32.   Having stated about the scheme of the  Act  and  the  purpose  of  the
various provisions and also the Rules framed under the Act, the dropping  of
sex ratio still remains a social affliction and a disease.
33.   Keeping in view the deliberations made from time to  time  and  regard
being had to the purpose of the Act and  the  far  reaching  impact  of  the
problem, we think it  appropriate  to  issue  the  following  directions  in
addition to the directions issued in the earlier order:-
(a) All the States and the Union  Territories  in  India  shall  maintain  a
centralized database of civil registration  records  from  all  registration
units so that information can be made available from the  website  regarding
the number of boys and girls being born.
(b) The information that shall be displayed on  the  website  shall  contain
the birth information for each District, Municipality, Corporation  or  Gram
Panchayat so that a  visual  comparison  of  boys  and  girls  born  can  be
immediately seen.
(c) The statutory authorities if not constituted as envisaged under the  Act
shall be constituted forthwith and  the  competent  authorities  shall  take
steps for the reconstitution of  the  statutory  bodies  so  that  they  can
become immediately functional after expiry of the term.   That  apart,  they
shall meet regularly so that the provisions of the Act  can  be  implemented
in reality and the effectiveness of the legislation is felt and realized  in
the society.
(d) The provisions contained  in  Sections  22  and  23  shall  be  strictly
adhered to.
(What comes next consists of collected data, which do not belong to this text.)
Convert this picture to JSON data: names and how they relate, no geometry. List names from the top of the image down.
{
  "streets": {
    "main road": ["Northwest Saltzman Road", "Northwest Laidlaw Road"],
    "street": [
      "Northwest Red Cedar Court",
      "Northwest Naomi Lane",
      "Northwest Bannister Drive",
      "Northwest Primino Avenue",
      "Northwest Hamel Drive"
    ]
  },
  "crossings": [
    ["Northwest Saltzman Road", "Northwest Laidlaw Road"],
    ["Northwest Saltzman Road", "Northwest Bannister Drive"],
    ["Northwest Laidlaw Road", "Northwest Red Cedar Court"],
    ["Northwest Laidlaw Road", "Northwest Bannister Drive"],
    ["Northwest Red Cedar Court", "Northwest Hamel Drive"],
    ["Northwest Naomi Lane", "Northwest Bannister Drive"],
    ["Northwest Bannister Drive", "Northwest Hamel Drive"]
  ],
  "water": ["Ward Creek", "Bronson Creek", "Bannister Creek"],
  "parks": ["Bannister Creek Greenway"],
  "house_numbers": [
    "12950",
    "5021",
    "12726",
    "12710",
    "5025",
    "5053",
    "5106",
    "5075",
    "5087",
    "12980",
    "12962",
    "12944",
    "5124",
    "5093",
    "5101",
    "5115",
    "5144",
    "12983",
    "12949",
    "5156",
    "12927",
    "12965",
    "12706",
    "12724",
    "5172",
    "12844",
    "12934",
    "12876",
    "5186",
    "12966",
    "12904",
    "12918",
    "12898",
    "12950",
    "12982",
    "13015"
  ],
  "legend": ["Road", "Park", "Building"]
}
Section 23(2) shall be  duly  complied  with  and  it  shall  be
reported by  the  authorities  so  that  the  State  Medical  Council  takes
necessary action after the intimation is given  under  the  said  provision.
The Appropriate Authorities who have been  appointed  under  Sections  17(1)
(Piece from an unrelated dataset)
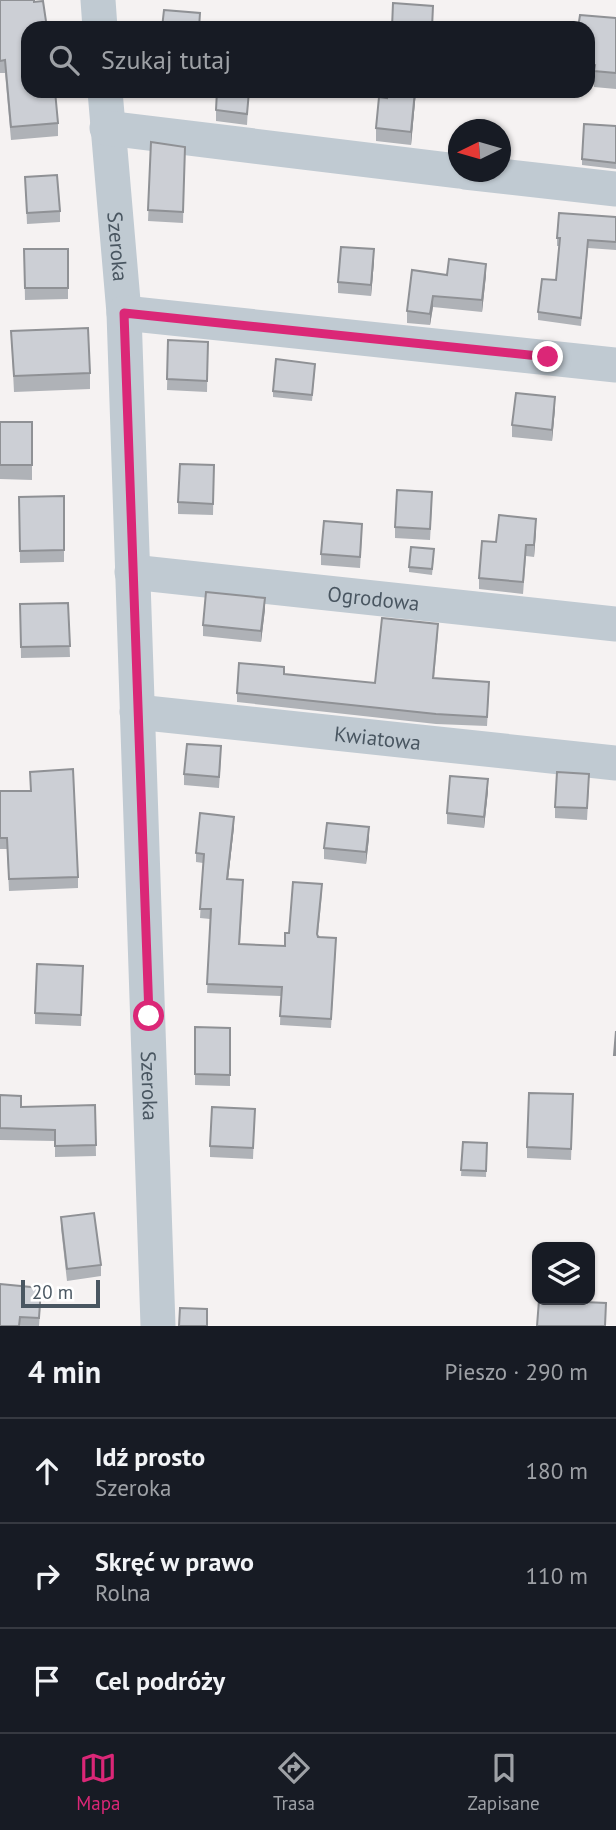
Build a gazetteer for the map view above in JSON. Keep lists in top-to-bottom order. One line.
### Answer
{"streets":{"street":["Szeroka","Ogrodowa","Kwiatowa"]},"crossings":[["Szeroka","Ogrodowa"],["Szeroka","Kwiatowa"]],"scale_bar":"20 m","north":"left","page":{"search":"Szukaj tutaj","scale":"20 m","heading":["4 min","Pieszo · 290 m"],"list":[["Idź prosto","Szeroka","180 m"],["Skręć w prawo","Rolna","110 m"],"Cel podróży"],"nav":["Mapa","Trasa","Zapisane"]}}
and 17(2) shall be imparted periodical training to carry out  the  functions
as required under various provisions of the Act.
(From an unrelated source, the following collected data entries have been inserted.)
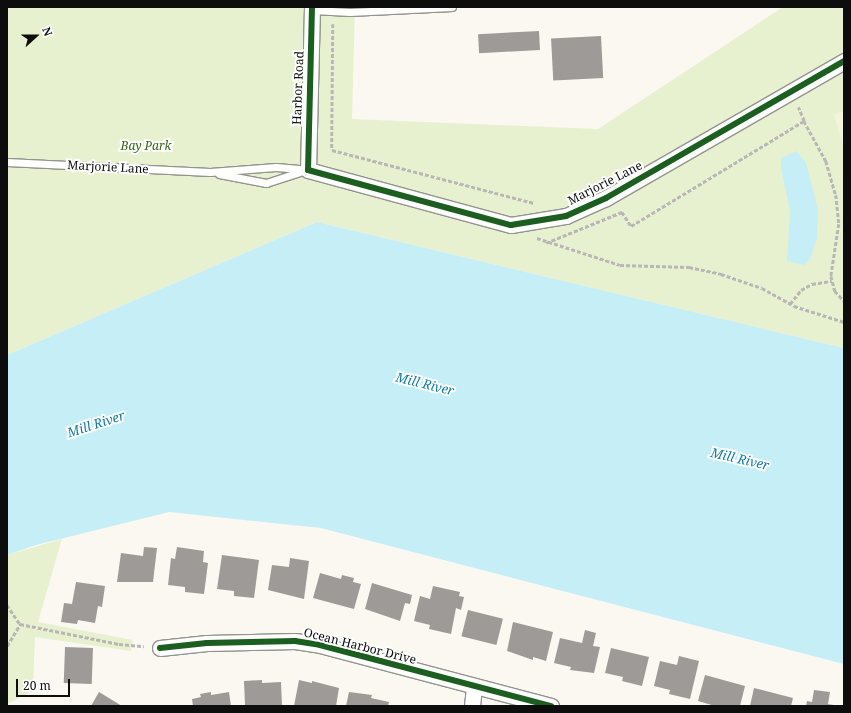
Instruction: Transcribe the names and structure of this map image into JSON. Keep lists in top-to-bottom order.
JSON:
{
  "streets": {
    "street": ["Harbor Road", "Marjorie Lane", "Ocean Harbor Drive"]
  },
  "crossings": [
    ["Harbor Road", "Marjorie Lane"]
  ],
  "water": ["Mill River"],
  "parks": ["Bay Park"],
  "scale_bar": "20 m",
  "north": "right"
}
(e) If there has been violation of any of the provisions of the Act  or  the
Rules, proper action has to be taken by the authorities  under  the  Act  so
that the legally inapposite acts are immediately curbed.
(f) The Courts which deal with the complaints under the Act  shall  be  fast
tracked and the concerned High Courts shall issue appropriate directions  in
that regard.
(g) The judicial officers who are to deal with these  cases  under  the  Act
shall be  periodically  imparted  training  in  the  Judicial  Academies  or
Training Institutes, as the case may be,  so that they can be sensitive  and
develop the requisite sensitivity as projected in the  objects  and  reasons
of the Act and its various provisions  and  in  view  of  the  need  of  the
society.
(h) The Director of Prosecution or, if the  said  post  is  not  there,  the
Legal Remembrancer or the Law Secretary shall  take  stock  of  things  with
regard to the lodging of prosecution so that  the  purpose  of  the  Act  is
subserved.
(i) The Courts that deal with the complaints under the Act shall  deal  with
the matters in promptitude and submit  the  quarterly  report  to  the  High
Courts through the concerned Sessions and District Judge.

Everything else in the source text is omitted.